#### [Task directions]
Below are the records; count how many of their lines hold the string "setLineDash" and give the number alone.

** Opening Task material block **

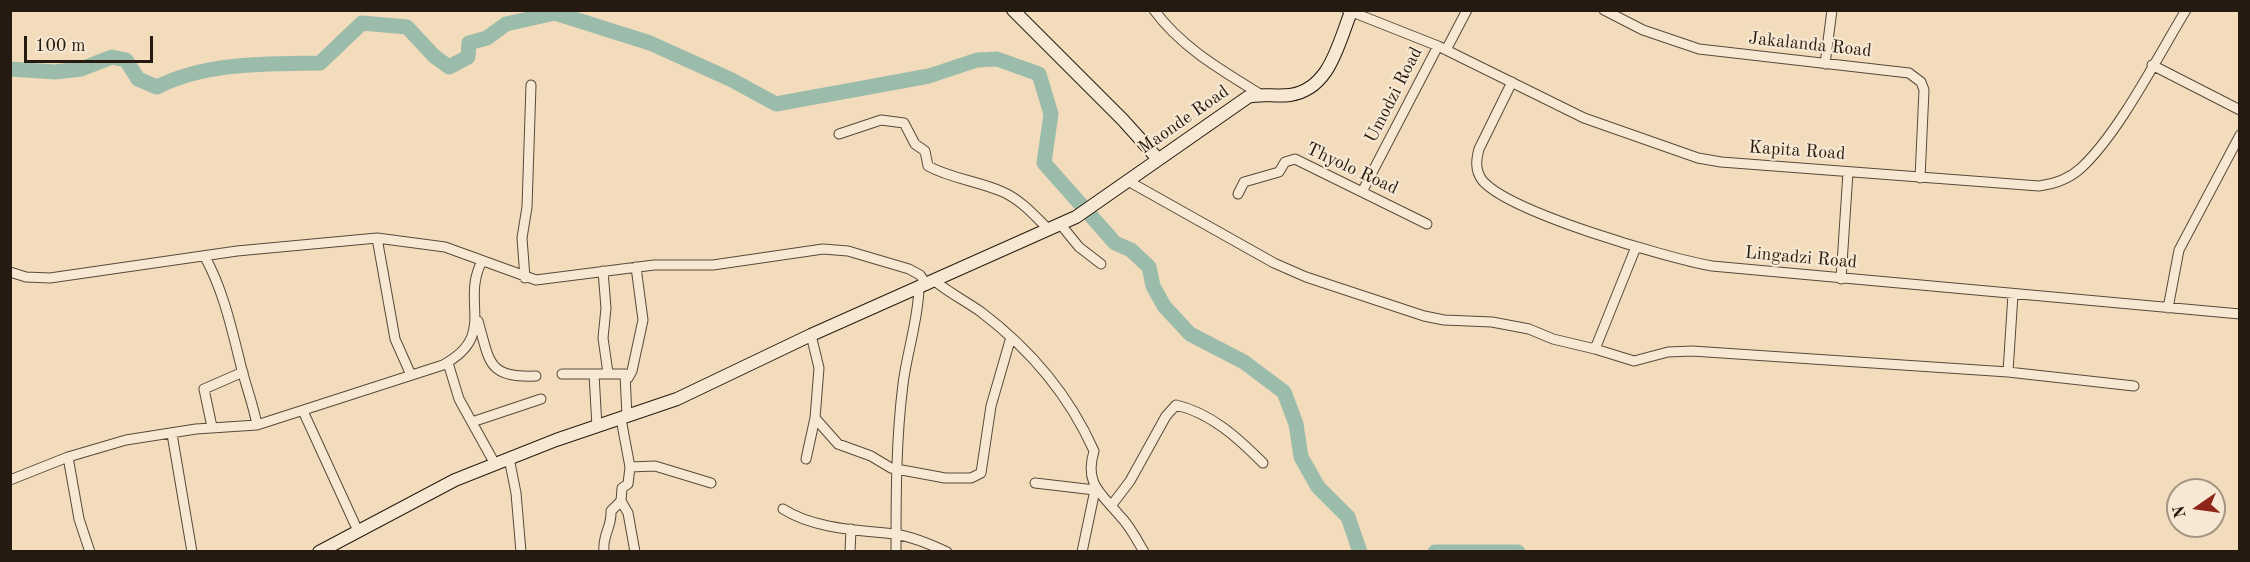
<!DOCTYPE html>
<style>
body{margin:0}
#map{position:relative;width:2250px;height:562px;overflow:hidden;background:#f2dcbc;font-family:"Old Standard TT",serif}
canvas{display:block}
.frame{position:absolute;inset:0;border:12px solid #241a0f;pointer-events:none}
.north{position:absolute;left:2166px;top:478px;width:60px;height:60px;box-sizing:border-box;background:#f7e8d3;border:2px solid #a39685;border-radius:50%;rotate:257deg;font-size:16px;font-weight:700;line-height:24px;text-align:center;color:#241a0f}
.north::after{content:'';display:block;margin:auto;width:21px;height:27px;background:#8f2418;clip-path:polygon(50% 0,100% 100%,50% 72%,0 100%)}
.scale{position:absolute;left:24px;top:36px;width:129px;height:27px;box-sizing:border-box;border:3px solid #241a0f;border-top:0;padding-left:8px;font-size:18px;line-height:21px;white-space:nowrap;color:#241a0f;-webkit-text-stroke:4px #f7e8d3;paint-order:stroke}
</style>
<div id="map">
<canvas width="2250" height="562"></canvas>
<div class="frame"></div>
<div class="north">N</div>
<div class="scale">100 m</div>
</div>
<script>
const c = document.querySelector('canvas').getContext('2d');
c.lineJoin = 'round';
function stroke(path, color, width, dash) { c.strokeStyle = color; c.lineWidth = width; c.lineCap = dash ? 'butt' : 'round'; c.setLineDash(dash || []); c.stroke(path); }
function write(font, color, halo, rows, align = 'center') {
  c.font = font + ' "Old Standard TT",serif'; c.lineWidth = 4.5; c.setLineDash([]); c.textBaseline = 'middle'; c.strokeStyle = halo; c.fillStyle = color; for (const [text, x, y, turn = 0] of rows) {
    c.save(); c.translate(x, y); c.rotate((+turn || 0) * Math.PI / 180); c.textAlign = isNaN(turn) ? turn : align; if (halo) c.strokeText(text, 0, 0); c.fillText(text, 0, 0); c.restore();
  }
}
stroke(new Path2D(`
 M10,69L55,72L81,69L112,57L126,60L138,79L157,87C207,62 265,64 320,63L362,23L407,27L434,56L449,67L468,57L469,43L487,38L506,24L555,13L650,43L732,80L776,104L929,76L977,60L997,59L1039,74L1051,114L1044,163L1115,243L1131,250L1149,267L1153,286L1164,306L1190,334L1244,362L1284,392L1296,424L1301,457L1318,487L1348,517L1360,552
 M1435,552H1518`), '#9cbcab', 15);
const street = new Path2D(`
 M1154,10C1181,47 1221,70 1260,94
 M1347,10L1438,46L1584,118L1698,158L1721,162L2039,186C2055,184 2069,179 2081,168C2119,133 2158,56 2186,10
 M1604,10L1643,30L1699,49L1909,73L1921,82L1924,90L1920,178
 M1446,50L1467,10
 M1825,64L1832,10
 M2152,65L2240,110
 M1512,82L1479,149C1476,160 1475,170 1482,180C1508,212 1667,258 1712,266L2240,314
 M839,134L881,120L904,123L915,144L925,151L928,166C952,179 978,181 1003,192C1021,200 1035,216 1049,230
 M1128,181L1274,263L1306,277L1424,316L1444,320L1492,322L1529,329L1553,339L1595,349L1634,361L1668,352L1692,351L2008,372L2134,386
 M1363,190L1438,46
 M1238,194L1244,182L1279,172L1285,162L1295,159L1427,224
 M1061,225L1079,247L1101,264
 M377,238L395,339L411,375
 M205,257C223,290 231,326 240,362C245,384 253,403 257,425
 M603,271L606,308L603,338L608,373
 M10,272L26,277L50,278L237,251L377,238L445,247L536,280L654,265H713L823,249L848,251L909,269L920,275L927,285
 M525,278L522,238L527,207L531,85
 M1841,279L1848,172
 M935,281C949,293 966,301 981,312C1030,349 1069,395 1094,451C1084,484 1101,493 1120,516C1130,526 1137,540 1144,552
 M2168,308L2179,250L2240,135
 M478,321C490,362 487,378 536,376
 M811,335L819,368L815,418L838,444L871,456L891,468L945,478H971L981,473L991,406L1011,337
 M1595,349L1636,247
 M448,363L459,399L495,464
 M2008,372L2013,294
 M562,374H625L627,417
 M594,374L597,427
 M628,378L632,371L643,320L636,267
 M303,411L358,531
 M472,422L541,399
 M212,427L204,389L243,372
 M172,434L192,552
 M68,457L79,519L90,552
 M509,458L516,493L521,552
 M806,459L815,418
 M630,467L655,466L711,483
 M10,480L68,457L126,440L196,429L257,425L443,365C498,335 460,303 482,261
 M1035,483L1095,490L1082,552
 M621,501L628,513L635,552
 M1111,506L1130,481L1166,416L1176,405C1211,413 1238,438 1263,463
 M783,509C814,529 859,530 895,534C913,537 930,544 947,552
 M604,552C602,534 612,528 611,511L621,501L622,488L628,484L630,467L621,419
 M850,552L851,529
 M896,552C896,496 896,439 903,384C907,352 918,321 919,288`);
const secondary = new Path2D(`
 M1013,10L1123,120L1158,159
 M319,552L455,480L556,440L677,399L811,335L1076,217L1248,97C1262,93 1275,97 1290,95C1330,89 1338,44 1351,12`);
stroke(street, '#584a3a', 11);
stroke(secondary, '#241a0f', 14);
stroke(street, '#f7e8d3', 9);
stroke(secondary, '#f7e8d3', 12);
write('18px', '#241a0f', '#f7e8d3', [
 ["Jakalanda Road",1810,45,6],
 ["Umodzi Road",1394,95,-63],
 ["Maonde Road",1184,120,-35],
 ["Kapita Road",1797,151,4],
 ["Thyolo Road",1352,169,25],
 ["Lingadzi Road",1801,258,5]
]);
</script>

** Closing Task material block **
** Opening Task material block **

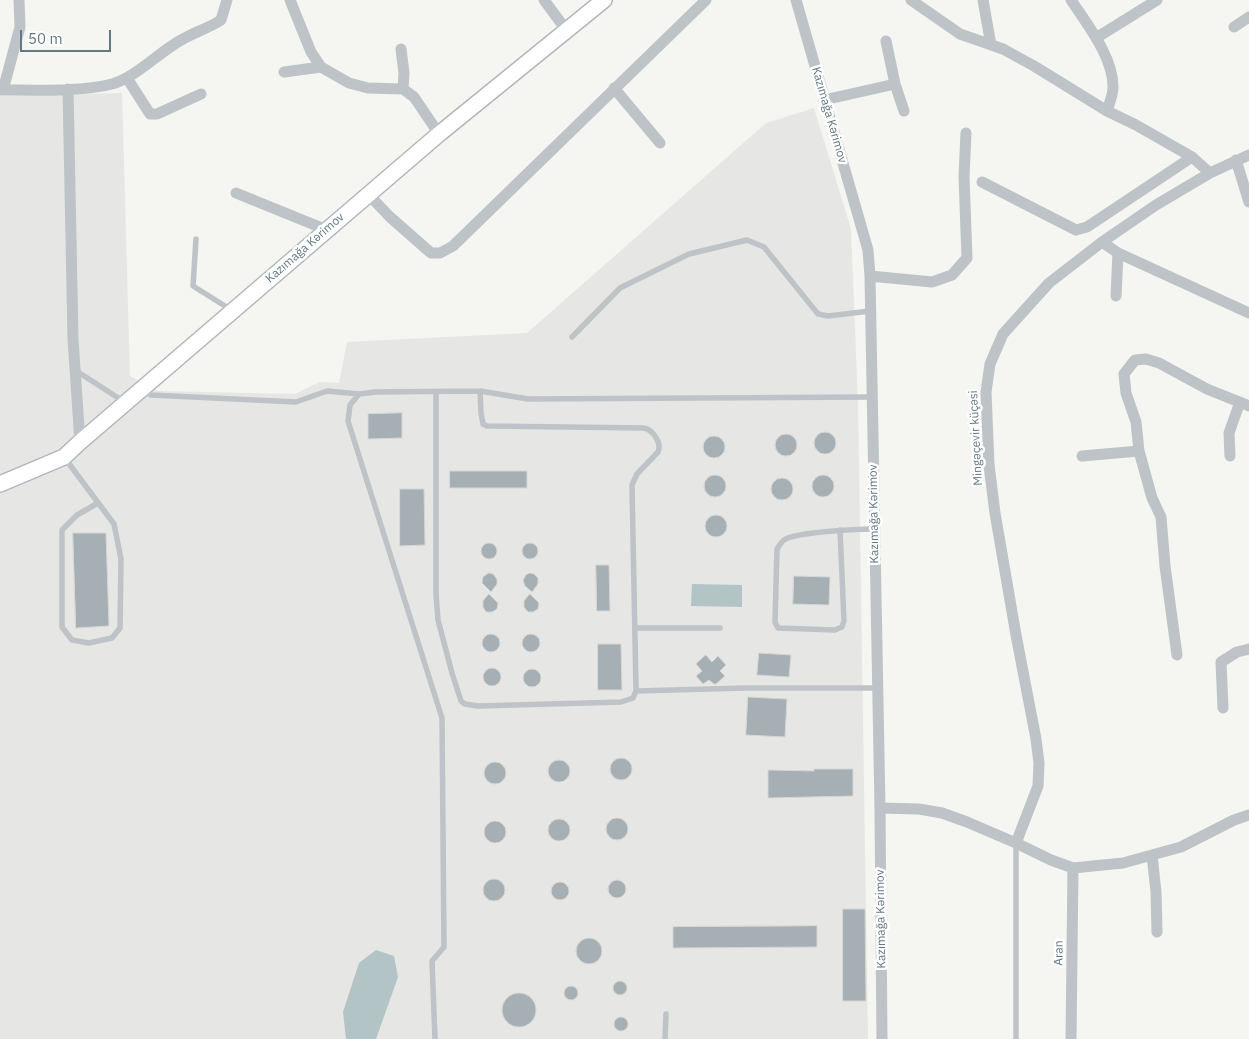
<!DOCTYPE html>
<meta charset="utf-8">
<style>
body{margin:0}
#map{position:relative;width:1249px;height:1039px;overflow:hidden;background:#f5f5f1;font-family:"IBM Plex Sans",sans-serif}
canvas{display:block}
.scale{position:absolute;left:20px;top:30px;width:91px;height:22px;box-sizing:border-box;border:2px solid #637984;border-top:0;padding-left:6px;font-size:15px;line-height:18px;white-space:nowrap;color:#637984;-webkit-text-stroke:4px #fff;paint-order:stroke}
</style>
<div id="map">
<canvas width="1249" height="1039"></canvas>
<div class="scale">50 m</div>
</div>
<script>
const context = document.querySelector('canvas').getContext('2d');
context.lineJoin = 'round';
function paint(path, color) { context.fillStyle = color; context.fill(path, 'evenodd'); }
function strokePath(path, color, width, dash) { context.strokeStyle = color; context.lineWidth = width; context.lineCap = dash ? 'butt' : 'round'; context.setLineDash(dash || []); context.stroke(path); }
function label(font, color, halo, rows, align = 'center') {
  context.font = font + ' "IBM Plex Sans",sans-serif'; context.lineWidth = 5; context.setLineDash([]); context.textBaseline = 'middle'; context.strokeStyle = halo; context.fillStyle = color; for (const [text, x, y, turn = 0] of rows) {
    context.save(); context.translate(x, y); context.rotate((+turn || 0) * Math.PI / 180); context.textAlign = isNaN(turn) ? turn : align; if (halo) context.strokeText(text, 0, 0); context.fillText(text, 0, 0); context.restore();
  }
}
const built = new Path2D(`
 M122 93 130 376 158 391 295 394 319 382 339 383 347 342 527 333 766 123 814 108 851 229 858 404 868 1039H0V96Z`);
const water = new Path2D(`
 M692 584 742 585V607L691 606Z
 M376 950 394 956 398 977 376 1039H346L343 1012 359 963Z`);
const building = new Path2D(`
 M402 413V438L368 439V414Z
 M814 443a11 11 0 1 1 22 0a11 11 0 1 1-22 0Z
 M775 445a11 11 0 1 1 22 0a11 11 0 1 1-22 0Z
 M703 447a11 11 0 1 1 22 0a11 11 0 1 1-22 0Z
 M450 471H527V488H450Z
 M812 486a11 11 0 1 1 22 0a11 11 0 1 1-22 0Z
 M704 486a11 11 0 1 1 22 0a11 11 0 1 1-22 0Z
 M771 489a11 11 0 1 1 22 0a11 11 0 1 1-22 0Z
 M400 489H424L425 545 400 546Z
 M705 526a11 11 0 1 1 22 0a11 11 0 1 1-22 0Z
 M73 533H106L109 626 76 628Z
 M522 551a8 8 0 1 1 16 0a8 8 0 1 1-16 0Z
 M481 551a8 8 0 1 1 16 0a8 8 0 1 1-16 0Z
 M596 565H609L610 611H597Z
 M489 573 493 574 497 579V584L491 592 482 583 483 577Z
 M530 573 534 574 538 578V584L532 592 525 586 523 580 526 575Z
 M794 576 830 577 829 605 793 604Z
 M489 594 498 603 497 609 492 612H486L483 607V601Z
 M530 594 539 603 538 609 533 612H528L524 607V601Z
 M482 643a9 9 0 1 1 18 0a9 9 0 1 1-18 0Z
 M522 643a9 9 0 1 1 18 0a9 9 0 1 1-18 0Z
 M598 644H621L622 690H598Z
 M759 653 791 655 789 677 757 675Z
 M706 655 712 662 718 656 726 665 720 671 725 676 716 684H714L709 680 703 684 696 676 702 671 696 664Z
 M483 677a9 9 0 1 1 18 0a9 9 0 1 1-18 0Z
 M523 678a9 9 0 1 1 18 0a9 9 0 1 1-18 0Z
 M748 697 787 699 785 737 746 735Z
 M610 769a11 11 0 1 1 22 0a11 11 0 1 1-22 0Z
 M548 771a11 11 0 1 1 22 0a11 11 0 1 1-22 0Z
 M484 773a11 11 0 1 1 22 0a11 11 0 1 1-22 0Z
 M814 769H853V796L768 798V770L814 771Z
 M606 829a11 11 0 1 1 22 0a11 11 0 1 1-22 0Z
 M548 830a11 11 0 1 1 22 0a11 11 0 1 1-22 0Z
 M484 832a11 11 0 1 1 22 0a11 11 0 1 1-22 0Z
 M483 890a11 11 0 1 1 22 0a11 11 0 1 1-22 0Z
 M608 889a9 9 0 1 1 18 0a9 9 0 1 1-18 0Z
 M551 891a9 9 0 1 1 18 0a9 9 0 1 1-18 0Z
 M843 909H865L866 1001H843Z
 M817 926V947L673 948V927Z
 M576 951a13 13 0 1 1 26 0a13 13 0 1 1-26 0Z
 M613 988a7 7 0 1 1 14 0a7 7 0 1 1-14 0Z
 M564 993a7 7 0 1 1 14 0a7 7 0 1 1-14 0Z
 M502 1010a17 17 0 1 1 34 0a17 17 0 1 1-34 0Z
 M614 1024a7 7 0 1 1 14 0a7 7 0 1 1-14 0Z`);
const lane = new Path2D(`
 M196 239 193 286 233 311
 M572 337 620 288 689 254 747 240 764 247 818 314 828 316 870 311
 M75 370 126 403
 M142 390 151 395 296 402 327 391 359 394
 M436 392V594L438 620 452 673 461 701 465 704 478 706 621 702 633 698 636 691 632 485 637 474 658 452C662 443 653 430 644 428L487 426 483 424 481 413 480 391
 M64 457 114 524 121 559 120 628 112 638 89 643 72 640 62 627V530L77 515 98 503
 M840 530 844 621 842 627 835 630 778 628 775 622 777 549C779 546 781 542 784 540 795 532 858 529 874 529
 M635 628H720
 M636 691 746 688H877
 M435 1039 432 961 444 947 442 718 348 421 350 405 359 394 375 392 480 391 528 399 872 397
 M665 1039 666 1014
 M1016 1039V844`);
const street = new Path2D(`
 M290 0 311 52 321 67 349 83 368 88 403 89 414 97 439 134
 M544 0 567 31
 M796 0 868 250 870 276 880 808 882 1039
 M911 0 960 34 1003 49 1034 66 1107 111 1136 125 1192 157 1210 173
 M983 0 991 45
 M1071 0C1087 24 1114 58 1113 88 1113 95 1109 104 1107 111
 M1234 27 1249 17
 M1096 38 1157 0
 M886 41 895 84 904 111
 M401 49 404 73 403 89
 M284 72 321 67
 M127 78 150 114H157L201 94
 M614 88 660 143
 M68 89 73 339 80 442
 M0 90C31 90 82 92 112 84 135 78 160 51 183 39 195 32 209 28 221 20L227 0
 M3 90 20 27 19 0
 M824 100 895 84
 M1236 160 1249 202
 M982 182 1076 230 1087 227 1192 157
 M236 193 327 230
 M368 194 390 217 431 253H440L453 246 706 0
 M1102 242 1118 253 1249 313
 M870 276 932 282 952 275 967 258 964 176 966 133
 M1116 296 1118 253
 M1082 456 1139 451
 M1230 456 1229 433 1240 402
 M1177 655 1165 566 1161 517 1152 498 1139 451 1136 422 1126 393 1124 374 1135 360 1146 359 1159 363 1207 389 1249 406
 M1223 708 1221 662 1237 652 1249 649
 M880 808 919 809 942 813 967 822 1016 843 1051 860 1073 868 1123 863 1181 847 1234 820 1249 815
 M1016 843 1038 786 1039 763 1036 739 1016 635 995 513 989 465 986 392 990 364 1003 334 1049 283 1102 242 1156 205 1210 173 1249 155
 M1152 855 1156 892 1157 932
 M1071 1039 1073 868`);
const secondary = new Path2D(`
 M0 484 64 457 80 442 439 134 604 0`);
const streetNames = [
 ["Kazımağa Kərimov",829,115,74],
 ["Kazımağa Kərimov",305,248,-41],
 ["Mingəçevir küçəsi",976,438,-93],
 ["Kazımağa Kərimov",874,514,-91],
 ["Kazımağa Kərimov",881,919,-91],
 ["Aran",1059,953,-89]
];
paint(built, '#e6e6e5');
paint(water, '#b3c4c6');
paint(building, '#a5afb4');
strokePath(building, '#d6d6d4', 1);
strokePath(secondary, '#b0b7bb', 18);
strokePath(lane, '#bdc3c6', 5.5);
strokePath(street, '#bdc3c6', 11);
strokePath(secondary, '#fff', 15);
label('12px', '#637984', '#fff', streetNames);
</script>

** Closing Task material block **

#### [Response to the task]
4